Senior Software Engineer / Site Reliability Engineer (SRE) – Observability & Platform Engineering
About this role
Senior Software Engineer / Site Reliability Engineer (SRE) – Observability & Platform Engineering1Must-Have Skills (Required)
Core Engineering & Platform Skills
• Strong proficiency in at least one of the following: Python, JavaScript (Node.js), or Java
• Hands-on experience with API integrations (designing, consuming, and integrating APIs)
• Strong experience working in Kubernetes environments, including deployment, operations, and monitoring
Observability & Monitoring
• Experience with DataDog (preferred) or similar tools such as Prometheus, Grafana
• Ability to configure dashboards, alerts, and APM (tracing, metrics, logging)
• Experience monitoring containerized and microservices architectures
Cloud & Infrastructure
• Hands-on experience with AWS
• Experience integrating observability tools into cloud environments
SRE & Operations
• Experience with CI/CD integrations for observability (e.g., DataDog in pipelines)

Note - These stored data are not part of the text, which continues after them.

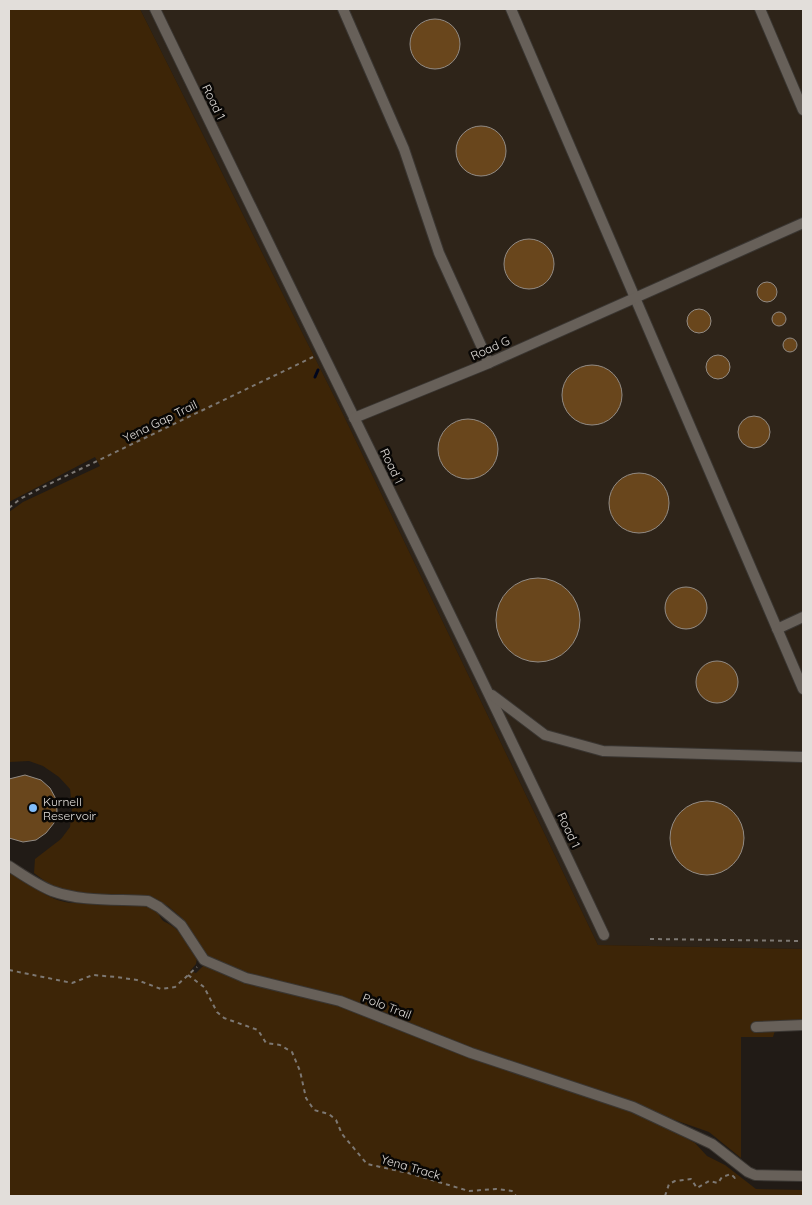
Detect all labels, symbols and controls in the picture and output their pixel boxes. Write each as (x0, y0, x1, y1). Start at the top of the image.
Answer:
street label: Road 1 (199, 82, 229, 122)
street label: Road G (468, 333, 512, 363)
street label: Yena Gap Trail (121, 397, 199, 445)
street label: Road 1 (377, 446, 407, 486)
place label: Kurnell Reservoir (43, 794, 96, 823)
marker: Kurnell Reservoir (27, 802, 39, 814)
street label: Road 1 (554, 810, 584, 850)
street label: Polo Trail (360, 990, 414, 1022)
street label: Yena Track (379, 1151, 443, 1183)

• Ability to automate monitoring and operational tasks using scripting (Python preferred)
Strongly Preferred Skills
• Experience owning and operating an internal engineering platform
• Deep experience with observability platforms
• Demonstrated ownership of reliability, scalability, and performance
• Proven ability to proactively lead maintenance efforts and platform improvements
• Experience installing and configuring DataDog agents and integrations
• Experience managing API keys and secure configurations
• Experience managing user roles and access controls within observability platforms
Nice-to-Have Skills (Preferred)
• Familiarity with Go (Golang)
• Experience with additional observability tools such as New Relic, Dynatrace, Elastic, or Splunk Observability
Description
Project Overview:
We are seeking a Senior Software Engineer / SRE with an Observability focus to support platform reliability, monitoring, and modernization initiatives. This role blends software engineering (60–70%) with site reliability engineering (30–40%), with a strong emphasis on Kubernetes and observability platforms.
Key Responsibilities
• Support platform reliability, monitoring, and modernization initiatives
• Provide operational and training support for DataDog, the Observability Platform for R&D
• Enhance observability, reliability, and performance across engineering platforms
• Drive automation and operational excellence for monitoring and alerting frameworks
• Support Kubernetes-based platform operations and monitoring integrations
Timezone Coverage
• PST Coverage Required